** Opening Given records block **

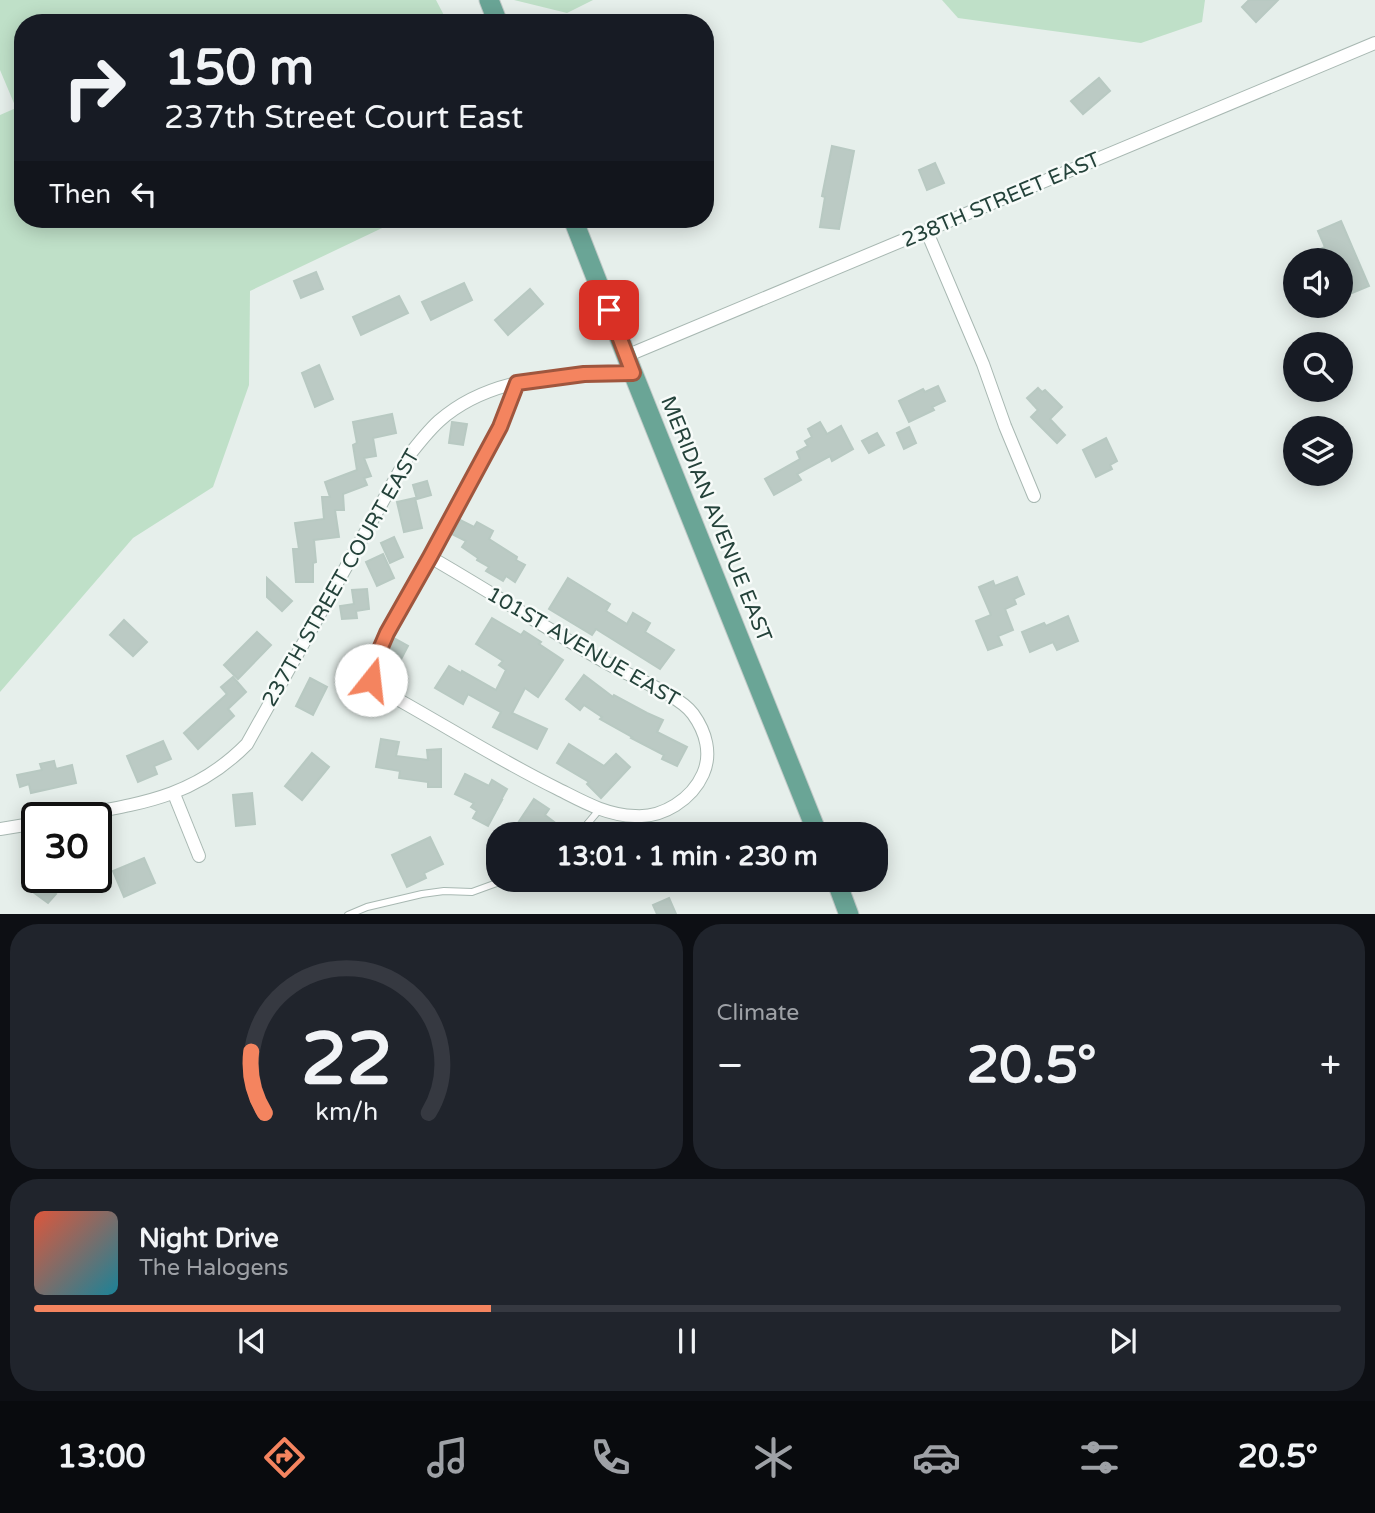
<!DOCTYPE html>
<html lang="en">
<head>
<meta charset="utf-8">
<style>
  :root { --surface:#171b24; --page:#20242c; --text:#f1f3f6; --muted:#9ea1a6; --line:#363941; --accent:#f4845f }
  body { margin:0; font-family:"Varela Round",sans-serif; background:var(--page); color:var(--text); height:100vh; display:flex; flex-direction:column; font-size:26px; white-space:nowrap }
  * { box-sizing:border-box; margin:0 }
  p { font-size:23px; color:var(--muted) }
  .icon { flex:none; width:38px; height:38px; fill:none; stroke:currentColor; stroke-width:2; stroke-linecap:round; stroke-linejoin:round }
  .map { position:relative; height:914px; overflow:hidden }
  .drawer { display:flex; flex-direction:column; gap:10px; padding:10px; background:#0d0f14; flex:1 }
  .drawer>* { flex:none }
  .guide { position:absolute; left:14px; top:14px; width:700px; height:214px; border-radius:28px; box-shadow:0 4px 18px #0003; background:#171b24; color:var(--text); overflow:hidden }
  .buttons { position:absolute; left:1283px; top:248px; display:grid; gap:14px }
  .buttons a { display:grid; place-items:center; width:70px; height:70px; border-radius:50%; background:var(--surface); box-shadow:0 4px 18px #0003; font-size:35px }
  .speed { position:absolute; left:21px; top:802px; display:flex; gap:14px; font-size:35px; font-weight:700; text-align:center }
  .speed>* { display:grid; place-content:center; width:91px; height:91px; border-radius:50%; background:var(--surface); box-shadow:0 4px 18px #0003; line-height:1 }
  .speed .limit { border:4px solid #111; border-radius:10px; background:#fff; color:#111 }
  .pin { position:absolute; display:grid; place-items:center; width:60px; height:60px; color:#fff; margin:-30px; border-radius:14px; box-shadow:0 4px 10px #0006 }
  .me { position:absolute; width:77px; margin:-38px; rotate:16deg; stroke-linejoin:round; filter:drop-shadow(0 0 5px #0008) }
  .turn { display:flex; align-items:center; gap:24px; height:147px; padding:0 35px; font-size:32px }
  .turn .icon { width:91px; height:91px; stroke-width:2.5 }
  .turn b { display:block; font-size:49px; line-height:60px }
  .then { display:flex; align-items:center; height:66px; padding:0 35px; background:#0003; gap:14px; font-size:26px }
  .big { font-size:52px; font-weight:800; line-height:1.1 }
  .drawer .widget { flex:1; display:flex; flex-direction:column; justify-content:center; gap:10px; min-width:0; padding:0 24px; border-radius:28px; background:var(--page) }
  .drawer .dial { align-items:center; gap:0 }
  .dial svg { height:182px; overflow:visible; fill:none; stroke:var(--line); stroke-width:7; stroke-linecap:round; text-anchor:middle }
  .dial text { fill:var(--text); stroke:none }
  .song { display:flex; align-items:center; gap:21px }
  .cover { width:84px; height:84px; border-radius:10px; background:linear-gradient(135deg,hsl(10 70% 55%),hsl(190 70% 35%)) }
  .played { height:7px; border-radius:4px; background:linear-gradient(90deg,var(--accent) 35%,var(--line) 35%) }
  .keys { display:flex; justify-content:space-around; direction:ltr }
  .heat { display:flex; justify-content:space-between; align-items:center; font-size:38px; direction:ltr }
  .drawer .tiles { flex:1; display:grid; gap:10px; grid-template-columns:1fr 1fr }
  .widget:last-child { grid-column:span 2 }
  .trip { position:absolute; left:486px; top:822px; width:402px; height:70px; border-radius:28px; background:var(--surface); box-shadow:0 4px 18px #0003; font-weight:800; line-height:70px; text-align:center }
  .tabs { display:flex; height:112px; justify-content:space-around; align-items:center; background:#090b0e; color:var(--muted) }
  .tabs .icon { width:49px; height:49px }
  .tabs .selected { color:var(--accent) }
  .tabs b { font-size:32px; color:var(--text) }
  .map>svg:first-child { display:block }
  .green { fill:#bfe0c8 }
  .building { fill:#bbcac4; stroke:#b8c9c2; stroke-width:2 }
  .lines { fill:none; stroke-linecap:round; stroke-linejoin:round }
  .service-casing { stroke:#a8b8b2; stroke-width:8 }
  .minor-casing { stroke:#a8b8b2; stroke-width:14 }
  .primary-casing { stroke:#c2cac8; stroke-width:21 }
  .service { stroke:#fff; stroke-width:6 }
  .minor { stroke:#fff; stroke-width:12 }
  .primary { stroke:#6aa596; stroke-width:19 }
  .route-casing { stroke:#9f563e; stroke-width:18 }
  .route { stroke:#f4845f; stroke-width:12 }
  .labels { text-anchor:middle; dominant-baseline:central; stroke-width:5; stroke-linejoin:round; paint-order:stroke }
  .street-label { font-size:21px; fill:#24423a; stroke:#f7fbf9 }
</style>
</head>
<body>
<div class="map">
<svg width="1375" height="915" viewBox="0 0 1375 915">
  <rect width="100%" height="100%" fill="#e6efeb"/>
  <g class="green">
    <polygon points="0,0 436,0 448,23 23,23 23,219 401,219 250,291 249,385 213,487 133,538 0,692 0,115 16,108 0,70"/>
    <polygon points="514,0 593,0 567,13"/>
    <polygon points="942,0 1205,0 1202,22 1141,43 958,18"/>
  </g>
  <g class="building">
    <polygon points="1249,0 1278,0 1256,22 1242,7"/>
    <polygon points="1099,78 1110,91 1083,114 1071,101"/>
    <polygon points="832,146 854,151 839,229 820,227 825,197 822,196"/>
    <polygon points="935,163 944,183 927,190 919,170"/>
    <polygon points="1341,221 1369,286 1340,298 1340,261 1294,261 1325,247 1318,231"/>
    <polygon points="316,272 323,289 301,298 294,281"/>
    <polygon points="464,283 472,300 431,320 422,302"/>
    <polygon points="530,289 543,304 508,335 495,320"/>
    <polygon points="399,296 408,313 361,335 353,317"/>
    <polygon points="319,365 333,399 315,407 302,373"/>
    <polygon points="938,386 945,401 932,407 934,410 909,422 899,401 923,389 925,392"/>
    <polygon points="1038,388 1042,392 1045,390 1062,407 1050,419 1065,435 1057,443 1031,417 1038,410 1027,398"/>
    <polygon points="392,414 396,433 373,438 376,456 364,458 371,476 364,478 367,485 343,494 344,510 335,510 339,537 314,540 316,562 313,563 313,582 296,582 293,549 299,549 295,523 324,519 322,497 330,497 325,482 357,470 353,445 357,443 353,422"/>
    <polygon points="452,422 467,424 463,445 449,443"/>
    <polygon points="820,422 827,434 841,426 853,449 832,461 830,456 797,474 801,480 774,495 765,479 800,459 797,452 808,446 805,441 812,437 808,429"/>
    <polygon points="909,427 916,443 904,449 897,433"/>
    <polygon points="877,433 884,445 869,453 862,441"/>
    <polygon points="1106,438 1117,461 1110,465 1112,469 1096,477 1083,450"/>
    <polygon points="427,481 431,495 417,499 413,485"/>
    <polygon points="415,498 422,528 404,532 397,502"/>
    <polygon points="460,520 474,527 477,522 493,531 489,539 517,557 516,560 525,565 515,582 506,576 503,581 486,571 489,567 477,560 478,558 462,547 466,541 452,534"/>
    <polygon points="394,537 403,557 390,563 381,543"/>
    <polygon points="383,554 394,578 377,586 366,562"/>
    <polygon points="1017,577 1024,594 1014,599 1016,604 1005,609 1013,630 998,636 1002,645 988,650 976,621 991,615 979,587 993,581 995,586"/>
    <polygon points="267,578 292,601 282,611 267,597"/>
    <polygon points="568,578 610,604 606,611 627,624 633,613 650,623 645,632 674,650 660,669 596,629 592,635 549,609"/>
    <polygon points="367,589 369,609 356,611 357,618 342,619 340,606 354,604 352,590"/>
    <polygon points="1068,616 1078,641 1057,650 1053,642 1030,652 1022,632 1044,623 1046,626"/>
    <polygon points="492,618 521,635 524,631 541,642 539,644 563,660 538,697 525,688 512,713 547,729 537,749 493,727 501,712 468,694 463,704 435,688 449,666 461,673 462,671 496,690 506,670 499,665 503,661 476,644"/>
    <polygon points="124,620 147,642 133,656 110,635"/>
    <polygon points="257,632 271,645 238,679 224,665"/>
    <polygon points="394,638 408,646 397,667 384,660"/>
    <polygon points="584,675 613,697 614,695 647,713 663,720 657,732 687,747 677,766 662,759 664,755 631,738 632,737 600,719 602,717 584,705 580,710 566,699"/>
    <polygon points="233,677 246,692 228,709 234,716 198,749 184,733 227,694 221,687"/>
    <polygon points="310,678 327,687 313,715 296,706"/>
    <polygon points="381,739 399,742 396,756 428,760 427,750 441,749 441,787 428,787 428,782 399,778 400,771 376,767"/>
    <polygon points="163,741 171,759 154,766 157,774 138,782 127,756"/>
    <polygon points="569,744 604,766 616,754 630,767 601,798 587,784 589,782 557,763"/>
    <polygon points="312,753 329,767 302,800 285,786"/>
    <polygon points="54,761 56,769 72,765 76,783 31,793 29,784 20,787 17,775 42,770 40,764"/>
    <polygon points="465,774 489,786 492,780 507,789 501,800 502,800 488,826 473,818 477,811 471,807 474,803 455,794"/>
    <polygon points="252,793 255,824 236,826 233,795"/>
    <polygon points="534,799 549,809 545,815 562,828 557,835 510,835"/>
    <polygon points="430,837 443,864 424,873 426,878 407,887 392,855"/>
    <polygon points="144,858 155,883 124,897 113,871"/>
    <polygon points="39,877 60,877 50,890 56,894 48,903 29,889"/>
    <polygon points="669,898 676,914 657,914 653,905"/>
  </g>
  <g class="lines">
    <g class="service-casing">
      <g id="service">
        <polyline points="578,835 599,810"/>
        <polyline points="348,915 367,907 422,894 444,891 472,892 505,880"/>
      </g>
    </g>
    <g class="minor-casing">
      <g id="minor">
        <polyline points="927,232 983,364 1005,426 1034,496"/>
        <polyline points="626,356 1375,43"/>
        <path d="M430,557C491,592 550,631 612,666C634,678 679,695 693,714C706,732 712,754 703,774C692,799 663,818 635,816C605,815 582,801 556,788C499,760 446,726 390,695L371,680C371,648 415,585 431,555C454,512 477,469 500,427L509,405L517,383"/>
        <polyline points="174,794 199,856"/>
        <path d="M66,817C137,804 193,799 247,744L407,458C417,445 427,432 439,421C492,374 566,375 633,373"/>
        <polyline points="0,829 37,823"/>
      </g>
    </g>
    <g class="primary-casing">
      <g id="primary">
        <polyline points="489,0 498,23"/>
        <polyline points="573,219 633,373 818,835"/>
        <polyline points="836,880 849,915"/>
      </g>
    </g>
    <use href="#service" class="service"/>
    <use href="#minor" class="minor"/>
    <use href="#primary" class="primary"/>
  </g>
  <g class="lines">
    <g class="route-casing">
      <polyline id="route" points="371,680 371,670 387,633 430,557 500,427 517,383 584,374 633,373 609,310"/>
    </g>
    <use href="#route" class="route"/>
  </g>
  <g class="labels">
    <g class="street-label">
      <text transform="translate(1001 200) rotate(-23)">238TH STREET EAST</text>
      <text transform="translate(716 519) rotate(68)">MERIDIAN AVENUE EAST</text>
      <text transform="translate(341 578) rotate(-60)">237TH STREET COURT EAST</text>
      <text transform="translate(583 647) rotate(30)">101ST AVENUE EAST</text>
    </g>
  </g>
</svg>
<div class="buttons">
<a><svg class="icon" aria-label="sound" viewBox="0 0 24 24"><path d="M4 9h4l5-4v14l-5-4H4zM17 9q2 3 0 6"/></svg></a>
<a><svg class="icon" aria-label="search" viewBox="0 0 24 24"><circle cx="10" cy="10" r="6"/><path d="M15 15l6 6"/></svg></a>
<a><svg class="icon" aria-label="layers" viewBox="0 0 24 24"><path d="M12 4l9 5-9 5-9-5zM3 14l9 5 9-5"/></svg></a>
</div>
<div class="speed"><div class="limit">30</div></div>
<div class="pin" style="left:609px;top:310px;background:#d93025"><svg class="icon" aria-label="arrive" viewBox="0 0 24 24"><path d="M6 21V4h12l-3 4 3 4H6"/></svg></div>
<svg class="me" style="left:371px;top:680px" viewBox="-20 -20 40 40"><circle r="19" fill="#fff"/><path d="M0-13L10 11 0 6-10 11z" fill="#f4845f"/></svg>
<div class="trip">13:01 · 1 min · 230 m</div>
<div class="guide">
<div class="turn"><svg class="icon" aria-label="right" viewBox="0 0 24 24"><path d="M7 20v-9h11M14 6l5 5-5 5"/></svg><div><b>150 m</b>237th Street Court East</div></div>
<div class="then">Then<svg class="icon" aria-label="left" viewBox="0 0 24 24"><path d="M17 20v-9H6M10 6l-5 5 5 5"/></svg></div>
</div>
</div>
<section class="drawer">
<div class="tiles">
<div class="widget dial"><svg viewBox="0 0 100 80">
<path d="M14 69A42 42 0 1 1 86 69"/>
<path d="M14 69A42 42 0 0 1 8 42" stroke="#f4845f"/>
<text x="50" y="56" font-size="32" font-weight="700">22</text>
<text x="50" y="72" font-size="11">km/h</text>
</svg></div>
<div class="widget"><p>Climate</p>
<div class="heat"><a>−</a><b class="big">20.5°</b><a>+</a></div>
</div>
<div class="widget">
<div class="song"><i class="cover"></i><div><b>Night Drive</b><p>The Halogens</p></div></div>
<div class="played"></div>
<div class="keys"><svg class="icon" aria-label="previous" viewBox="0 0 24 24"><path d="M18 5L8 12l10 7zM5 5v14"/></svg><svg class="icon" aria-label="pause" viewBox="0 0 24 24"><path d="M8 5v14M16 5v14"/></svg><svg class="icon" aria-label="next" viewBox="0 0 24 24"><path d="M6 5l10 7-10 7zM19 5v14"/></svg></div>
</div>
</div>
</section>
<nav class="tabs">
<b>13:00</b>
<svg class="icon selected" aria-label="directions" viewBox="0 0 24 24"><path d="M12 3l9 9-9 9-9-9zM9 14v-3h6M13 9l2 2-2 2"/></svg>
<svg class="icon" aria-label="music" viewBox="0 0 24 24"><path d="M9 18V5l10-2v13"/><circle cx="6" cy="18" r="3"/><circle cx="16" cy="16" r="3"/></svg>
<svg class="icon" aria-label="phone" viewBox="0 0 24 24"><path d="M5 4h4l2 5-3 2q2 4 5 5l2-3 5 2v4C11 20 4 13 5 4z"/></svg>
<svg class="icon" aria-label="climate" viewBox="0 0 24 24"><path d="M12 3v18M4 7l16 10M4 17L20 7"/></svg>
<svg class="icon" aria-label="car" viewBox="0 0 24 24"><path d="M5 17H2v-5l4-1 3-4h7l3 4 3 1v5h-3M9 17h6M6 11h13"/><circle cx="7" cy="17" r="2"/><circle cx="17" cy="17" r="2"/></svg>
<svg class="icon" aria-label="filters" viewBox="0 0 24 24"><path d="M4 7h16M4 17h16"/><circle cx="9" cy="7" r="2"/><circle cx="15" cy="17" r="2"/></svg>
<b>20.5°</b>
</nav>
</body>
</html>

** Closing Given records block **

● Work instructions
Write out exactly the lines above, from the very first through the line containing "flex:none; width:38px; height:38px;", both kept, with the pictures removed.

● Written response
<!DOCTYPE html>
<html lang="en">
<head>
<meta charset="utf-8">
<style>
  :root { --surface:#171b24; --page:#20242c; --text:#f1f3f6; --muted:#9ea1a6; --line:#363941; --accent:#f4845f }
  body { margin:0; font-family:"Varela Round",sans-serif; background:var(--page); color:var(--text); height:100vh; display:flex; flex-direction:column; font-size:26px; white-space:nowrap }
  * { box-sizing:border-box; margin:0 }
  p { font-size:23px; color:var(--muted) }
  .icon { flex:none; width:38px; height:38px; fill:none; stroke:currentColor; stroke-width:2; stroke-linecap:round; stroke-linejoin:round }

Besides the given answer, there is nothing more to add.